- Buffalo Presbyterian Church
- 43°40′21″N 89°21′39″W﻿ / ﻿43.672572°N 89.360962°W
- Address: Montello, Wisconsin

= Buffalo Presbyterian Church (Montello, Wisconsin) =

Church in Wisconsin

The Buffalo Presbyterian Church is a historic church in Montello, Wisconsin that was formally organized on June 6, 1858. Its building, also known as the Wee White Kirk, was built in 1865 and is listed as Site Number 102 of the American Presbyterian/Reformed Historic Sites Registry.

==History==
Scottish settlers organized the Buffalo Associate Presbyterian Church in 1852. The church was founded on June 6, 1858 by Reverend S. H. Barteau with twelve members under the Presbyterian and Congregational General Convention of Wisconsin.

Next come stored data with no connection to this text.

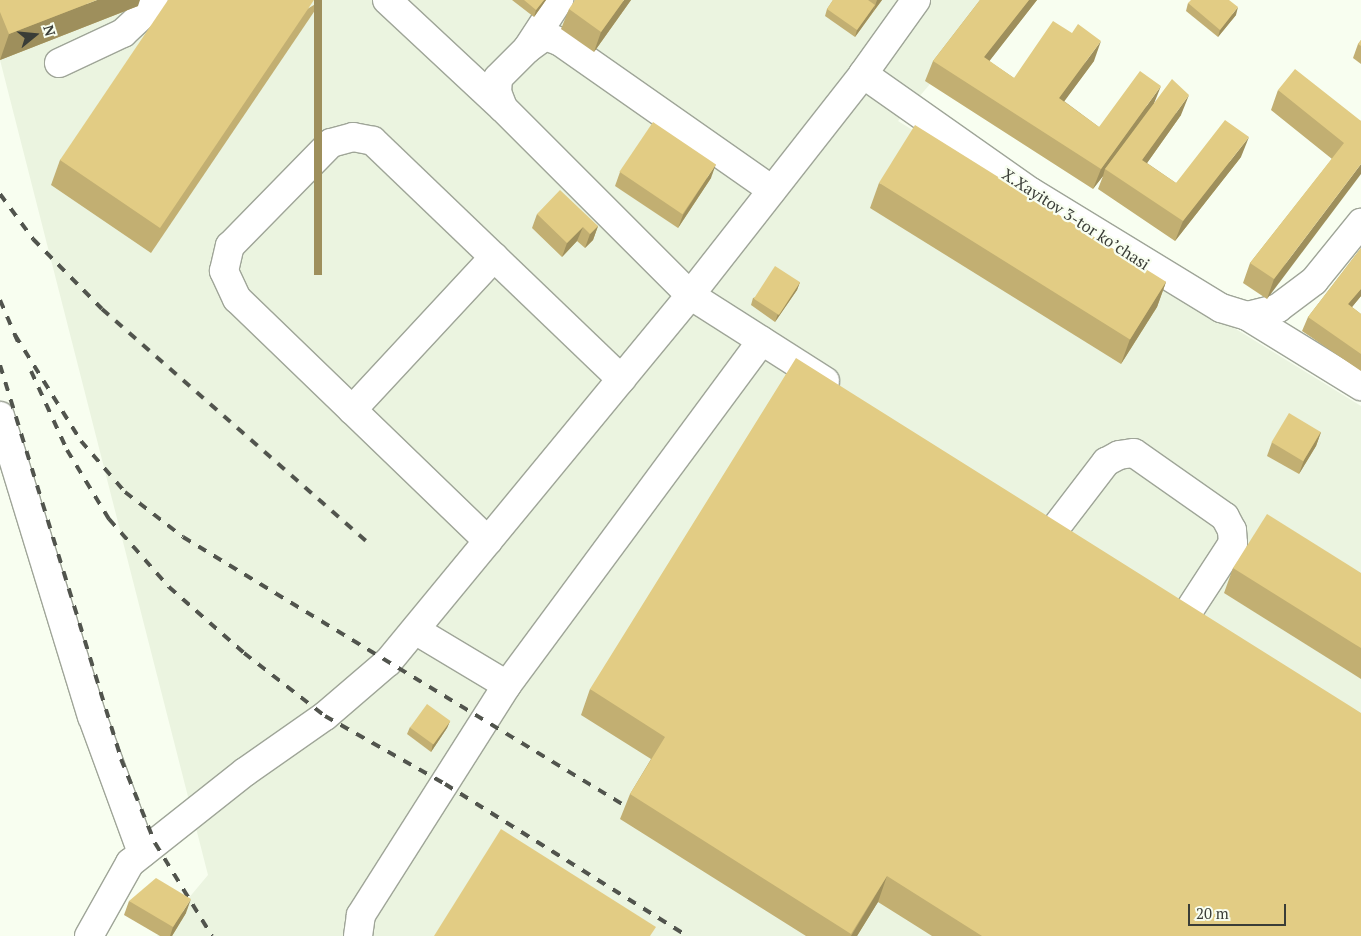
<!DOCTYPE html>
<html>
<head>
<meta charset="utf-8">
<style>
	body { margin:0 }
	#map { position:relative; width:1361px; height:936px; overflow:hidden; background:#f8fef0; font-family:"PT Serif",serif }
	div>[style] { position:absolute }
	.built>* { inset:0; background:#ebf4e0 }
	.roads { filter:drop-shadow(1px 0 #9fa598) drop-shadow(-1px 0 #9fa598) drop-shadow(0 1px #9fa598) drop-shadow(0 -1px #9fa598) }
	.minor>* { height:28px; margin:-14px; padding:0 14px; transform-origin:14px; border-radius:14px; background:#fff }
	.rail>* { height:4px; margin-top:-2px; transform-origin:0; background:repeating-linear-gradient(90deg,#51544d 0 9px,transparent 0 18px) }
	.wall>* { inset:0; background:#c2af72 }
	.shaded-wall>* { inset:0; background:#9e8f5c; transform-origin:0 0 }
	.building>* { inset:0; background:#e2cc84; transform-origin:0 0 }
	span { translate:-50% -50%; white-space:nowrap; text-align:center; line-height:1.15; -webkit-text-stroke:4.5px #f8fef0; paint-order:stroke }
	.street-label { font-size:16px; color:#3a3d37 }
	.north { position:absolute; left:10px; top:10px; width:50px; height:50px; -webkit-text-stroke:4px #f8fef0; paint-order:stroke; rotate:73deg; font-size:14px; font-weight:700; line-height:20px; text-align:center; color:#3a3d37 }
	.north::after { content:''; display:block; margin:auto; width:18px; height:22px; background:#3a3d37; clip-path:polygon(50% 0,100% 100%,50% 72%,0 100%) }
	.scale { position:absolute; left:1188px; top:904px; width:98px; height:22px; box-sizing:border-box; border:2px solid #3a3d37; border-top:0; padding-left:6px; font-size:15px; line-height:18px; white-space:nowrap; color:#3a3d37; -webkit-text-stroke:4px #f8fef0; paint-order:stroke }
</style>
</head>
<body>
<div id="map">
	<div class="built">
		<i style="clip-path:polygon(0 0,1003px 0,898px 121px,1361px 406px,1361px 936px,157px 936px,208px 875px,0 60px)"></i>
	</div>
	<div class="roads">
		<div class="minor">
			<i style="left:387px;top:0;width:158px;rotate:43deg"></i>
			<i style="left:916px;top:0;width:91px;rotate:125.6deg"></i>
			<i style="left:863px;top:74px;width:205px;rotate:35.1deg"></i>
			<i style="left:1031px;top:192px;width:223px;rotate:31.4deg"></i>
			<i style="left:1221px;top:308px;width:27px;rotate:17deg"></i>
			<i style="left:1247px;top:316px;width:32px;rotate:-14deg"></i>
			<i style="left:1278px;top:308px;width:45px;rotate:-36.9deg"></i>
			<i style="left:1314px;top:281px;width:75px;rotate:-51deg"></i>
			<i style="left:527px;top:49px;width:59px;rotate:-56.9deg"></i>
			<i style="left:59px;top:63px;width:71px;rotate:-25.1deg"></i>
			<i style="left:123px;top:33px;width:40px;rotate:-43deg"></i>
			<i style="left:152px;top:6px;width:6px;rotate:-72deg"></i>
			<i style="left:772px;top:190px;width:258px;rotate:-145deg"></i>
			<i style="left:561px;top:42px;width:17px;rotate:-159deg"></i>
			<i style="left:545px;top:36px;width:22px;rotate:144deg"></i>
			<i style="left:527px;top:49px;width:41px;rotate:135deg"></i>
			<i style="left:498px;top:78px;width:14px;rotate:94deg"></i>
			<i style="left:497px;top:92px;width:17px;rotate:69deg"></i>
			<i style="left:503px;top:108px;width:264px;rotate:45deg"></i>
			<i style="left:690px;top:295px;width:160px;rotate:32.5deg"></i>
			<i style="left:1247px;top:316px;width:134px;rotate:31.6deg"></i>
			<i style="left:352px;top:410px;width:209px;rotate:-47.1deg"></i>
			<i style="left:0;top:416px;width:314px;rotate:73deg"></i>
			<i style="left:92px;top:716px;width:146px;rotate:69.9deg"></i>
			<i style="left:1057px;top:526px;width:81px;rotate:-52.6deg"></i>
			<i style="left:1106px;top:462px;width:15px;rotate:-28deg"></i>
			<i style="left:1119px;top:455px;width:15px;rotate:-8deg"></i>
			<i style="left:1134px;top:453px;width:111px;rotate:35.1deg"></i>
			<i style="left:1225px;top:517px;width:15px;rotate:62deg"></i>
			<i style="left:1232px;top:530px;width:13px;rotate:86deg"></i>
			<i style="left:1233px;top:543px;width:79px;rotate:123.1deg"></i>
			<i style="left:488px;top:541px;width:349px;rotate:-136deg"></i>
			<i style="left:237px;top:299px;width:31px;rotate:-115deg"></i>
			<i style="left:224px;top:271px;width:26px;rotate:-77deg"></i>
			<i style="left:230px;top:246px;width:144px;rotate:-45.6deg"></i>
			<i style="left:331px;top:143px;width:23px;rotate:-15deg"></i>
			<i style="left:353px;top:137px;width:20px;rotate:11deg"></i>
			<i style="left:373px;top:141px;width:344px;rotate:43.8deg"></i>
			<i style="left:415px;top:630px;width:107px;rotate:30.9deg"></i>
			<i style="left:89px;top:936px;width:84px;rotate:-60.7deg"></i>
			<i style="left:130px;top:863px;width:147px;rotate:-38.4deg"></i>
			<i style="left:245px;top:772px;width:98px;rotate:-35deg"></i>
			<i style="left:325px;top:716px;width:83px;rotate:-40.6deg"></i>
			<i style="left:388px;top:662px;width:475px;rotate:-50.5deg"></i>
			<i style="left:690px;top:295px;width:281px;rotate:-51.9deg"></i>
			<i style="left:358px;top:936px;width:21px;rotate:-82deg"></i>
			<i style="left:361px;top:915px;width:272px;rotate:-57.6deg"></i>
			<i style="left:507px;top:685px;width:428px;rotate:-53.5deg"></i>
		</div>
	</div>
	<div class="rail">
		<i style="left:0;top:194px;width:56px;rotate:53.7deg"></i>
		<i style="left:33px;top:239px;width:98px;rotate:45.4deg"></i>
		<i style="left:102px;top:309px;width:353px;rotate:41.3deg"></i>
		<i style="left:0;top:300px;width:46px;rotate:66.8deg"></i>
		<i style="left:15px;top:335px;width:125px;rotate:58.1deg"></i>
		<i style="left:81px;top:441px;width:67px;rotate:49.2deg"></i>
		<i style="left:125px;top:492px;width:73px;rotate:37.8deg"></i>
		<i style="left:183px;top:537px;width:531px;rotate:31.3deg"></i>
		<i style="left:0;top:365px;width:412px;rotate:72.9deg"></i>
		<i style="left:121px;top:759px;width:91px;rotate:68deg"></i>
		<i style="left:155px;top:843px;width:109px;rotate:58.5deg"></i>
		<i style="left:31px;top:371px;width:87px;rotate:65.5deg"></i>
		<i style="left:67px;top:450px;width:81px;rotate:58.7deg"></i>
		<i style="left:109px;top:519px;width:91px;rotate:48.6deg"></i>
		<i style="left:169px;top:587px;width:100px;rotate:41.3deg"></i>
		<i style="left:244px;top:653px;width:103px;rotate:37.9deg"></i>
		<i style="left:325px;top:716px;width:138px;rotate:29.5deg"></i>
		<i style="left:445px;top:784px;width:286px;rotate:32.1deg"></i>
	</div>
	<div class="wall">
		<i style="clip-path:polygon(0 0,138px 6px,0 60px)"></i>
		<i style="clip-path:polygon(322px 0,151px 253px,51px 185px,60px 160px)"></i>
		<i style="clip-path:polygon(512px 0,546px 0,534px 17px)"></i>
		<i style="clip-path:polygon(631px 0,594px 52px,561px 29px,569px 9px)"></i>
		<i style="clip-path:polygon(833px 0,882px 0,855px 37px,825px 16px,827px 9px)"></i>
		<i style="clip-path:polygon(980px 0,1037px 0,989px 61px,1014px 78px,1094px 61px,1064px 101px,1099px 127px,1154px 103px,1181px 115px,1147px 163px,1176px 183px,1241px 157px,1175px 241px,1098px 189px,1103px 176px,1093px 189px,925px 81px,933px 61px)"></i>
		<i style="clip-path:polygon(1188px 3px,1236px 15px,1218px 37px,1186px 11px)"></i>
		<i style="clip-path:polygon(1361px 40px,1361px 64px,1353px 58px,1358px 44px)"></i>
		<i style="clip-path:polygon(1278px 90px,1361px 121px,1267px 299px,1243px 283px,1250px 263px,1332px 159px,1271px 110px)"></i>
		<i style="clip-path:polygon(620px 172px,711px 178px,678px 228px,615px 186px)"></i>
		<i style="clip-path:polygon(879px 183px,1166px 282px,1157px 307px,1121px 364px,870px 208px)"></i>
		<i style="clip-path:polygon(537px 214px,598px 226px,593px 240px,585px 248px,577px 241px,562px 257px,532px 228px)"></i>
		<i style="clip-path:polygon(1361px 248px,1361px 296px,1352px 307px,1361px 314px,1361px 371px,1302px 331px,1308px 317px)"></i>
		<i style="clip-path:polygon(800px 282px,797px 290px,775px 322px,751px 305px,753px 298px)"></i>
		<i style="clip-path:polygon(1321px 432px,1316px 446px,1299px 474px,1267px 456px,1272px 442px)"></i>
		<i style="clip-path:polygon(1233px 568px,1361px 573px,1361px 679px,1224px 593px)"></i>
		<i style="clip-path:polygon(590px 689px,1361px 936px,932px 936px,878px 902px,857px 936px,806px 936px,620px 819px,630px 794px,651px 759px,581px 715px)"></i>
		<i style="clip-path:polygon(450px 721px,447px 728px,431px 752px,407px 734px,410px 727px)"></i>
		<i style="clip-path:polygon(129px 901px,186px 913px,172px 936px,160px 936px,124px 915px)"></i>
	</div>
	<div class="shaded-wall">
		<i style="clip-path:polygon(97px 0,140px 0,138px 6px,0 60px,9px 34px)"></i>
		<i style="left:314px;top:0;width:8px;height:275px"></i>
		<i style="clip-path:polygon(544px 0,546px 0,534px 17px,536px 10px)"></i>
		<i style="clip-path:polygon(624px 0,631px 0,594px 52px,601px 32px)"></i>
		<i style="clip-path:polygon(877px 0,882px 0,873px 12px)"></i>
		<i style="clip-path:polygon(1029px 0,1037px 0,977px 77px,984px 57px)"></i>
		<i style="clip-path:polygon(875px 5px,873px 12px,855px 37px,857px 30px)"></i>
		<i style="clip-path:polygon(1238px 7px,1236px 15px,1218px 37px,1220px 30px)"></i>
		<i style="clip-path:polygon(1101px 41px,1094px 61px,1052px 118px,1059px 98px)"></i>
		<i style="clip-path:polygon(1161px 86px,1153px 106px,1105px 169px,1103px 176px,1093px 189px,1101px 169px)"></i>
		<i style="clip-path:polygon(1189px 95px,1181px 115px,1135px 180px,1142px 160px)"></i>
		<i style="clip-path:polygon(1249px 137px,1241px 157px,1175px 241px,1183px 221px)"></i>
		<i style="clip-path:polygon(716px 164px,711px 178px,678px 228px,683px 215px)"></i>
		<i style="clip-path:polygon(1361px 164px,1361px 174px,1267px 299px,1274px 279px)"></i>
		<i style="clip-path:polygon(598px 226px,593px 240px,585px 248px,590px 234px)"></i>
		<i style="clip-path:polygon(583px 227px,577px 241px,562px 257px,567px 243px)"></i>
		<i style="clip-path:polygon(800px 282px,797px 290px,775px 322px,778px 314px)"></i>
		<i style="clip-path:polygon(1166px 282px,1157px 307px,1121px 364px,1130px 339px)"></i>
		<i style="clip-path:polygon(1361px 289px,1361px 296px,1343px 318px,1348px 304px)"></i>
		<i style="clip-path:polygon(1321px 432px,1316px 446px,1299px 474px,1304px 460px)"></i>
		<i style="clip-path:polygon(450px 721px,447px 728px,431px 752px,433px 744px)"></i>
		<i style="clip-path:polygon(887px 876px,878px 902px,857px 936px,851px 936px)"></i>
		<i style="clip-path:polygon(191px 899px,186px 913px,172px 936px,170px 936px,173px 927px)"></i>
	</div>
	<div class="building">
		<i style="clip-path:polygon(0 0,97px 0,9px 34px,0 12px)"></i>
		<i style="clip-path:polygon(168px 0,314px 0,160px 228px,60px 160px)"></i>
		<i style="clip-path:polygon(524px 0,544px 0,536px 10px)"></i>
		<i style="clip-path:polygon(575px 0,624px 0,601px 32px,569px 9px)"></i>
		<i style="clip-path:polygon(833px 0,868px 0,875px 5px,857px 30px,827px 9px)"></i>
		<i style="clip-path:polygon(980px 0,1029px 0,984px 57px,1014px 78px,1053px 21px,1072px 33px,1078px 24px,1101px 41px,1059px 98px,1099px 127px,1140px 71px,1161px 86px,1101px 169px,933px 61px)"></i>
		<i style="clip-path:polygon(1191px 0,1229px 0,1238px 7px,1220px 30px,1188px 3px)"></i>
		<i style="clip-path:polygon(1361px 40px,1361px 46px,1358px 44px)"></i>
		<i style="clip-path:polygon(1295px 69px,1361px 121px,1361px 164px,1274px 279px,1250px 263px,1344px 143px,1278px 90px)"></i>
		<i style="clip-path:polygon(1172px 79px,1189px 95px,1142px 160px,1176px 183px,1225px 120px,1249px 137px,1183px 221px,1105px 169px)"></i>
		<i style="left:653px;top:122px;width:76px;height:60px;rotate:34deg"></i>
		<i style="left:915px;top:125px;width:296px;height:68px;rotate:32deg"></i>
		<i style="clip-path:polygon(560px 190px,598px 226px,590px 234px,583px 227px,567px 243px,537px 214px)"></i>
		<i style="clip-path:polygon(1361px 248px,1361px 289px,1348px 304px,1361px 314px,1361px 354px,1308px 317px)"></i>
		<i style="left:775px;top:266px;width:30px;height:39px;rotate:33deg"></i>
		<i style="clip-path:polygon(796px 358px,1361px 713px,1361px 936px,982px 936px,887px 876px,851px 934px,630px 794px,665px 737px,590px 689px)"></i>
		<i style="left:1289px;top:413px;width:37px;height:34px;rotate:31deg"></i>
		<i style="clip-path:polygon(1267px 514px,1361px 573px,1361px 648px,1233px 568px)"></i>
		<i style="left:427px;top:704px;width:29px;height:29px;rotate:36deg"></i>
		<i style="clip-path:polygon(501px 829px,656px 927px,650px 936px,434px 936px)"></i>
		<i style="clip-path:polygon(156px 878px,191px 899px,173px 927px,129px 901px)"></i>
	</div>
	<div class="street-label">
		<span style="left:1076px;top:219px;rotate:33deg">X.Xayitov 3-tor koʼchasi</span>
	</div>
	<div class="north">N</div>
	<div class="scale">20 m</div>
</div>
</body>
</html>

The church did not have a regular minister for six months until Barteau was hired for the subsequent six months. The church was without a regular minister for several more months until Reverend A. C. Lathrop became minister for two years. After the 18-month tenure of Reverend L. Parker from March 1862 to September 1863, there was no regular minister between September 1863 to June 1868. The Presbytery of Wisconsin (under the United Presbyterian Church of North America) was founded here on October 12, 1864. The congregation was dissolved in 1905.

The church building was built in 1865. The Buffalo United Presbyterian Cemetery Association maintains the property.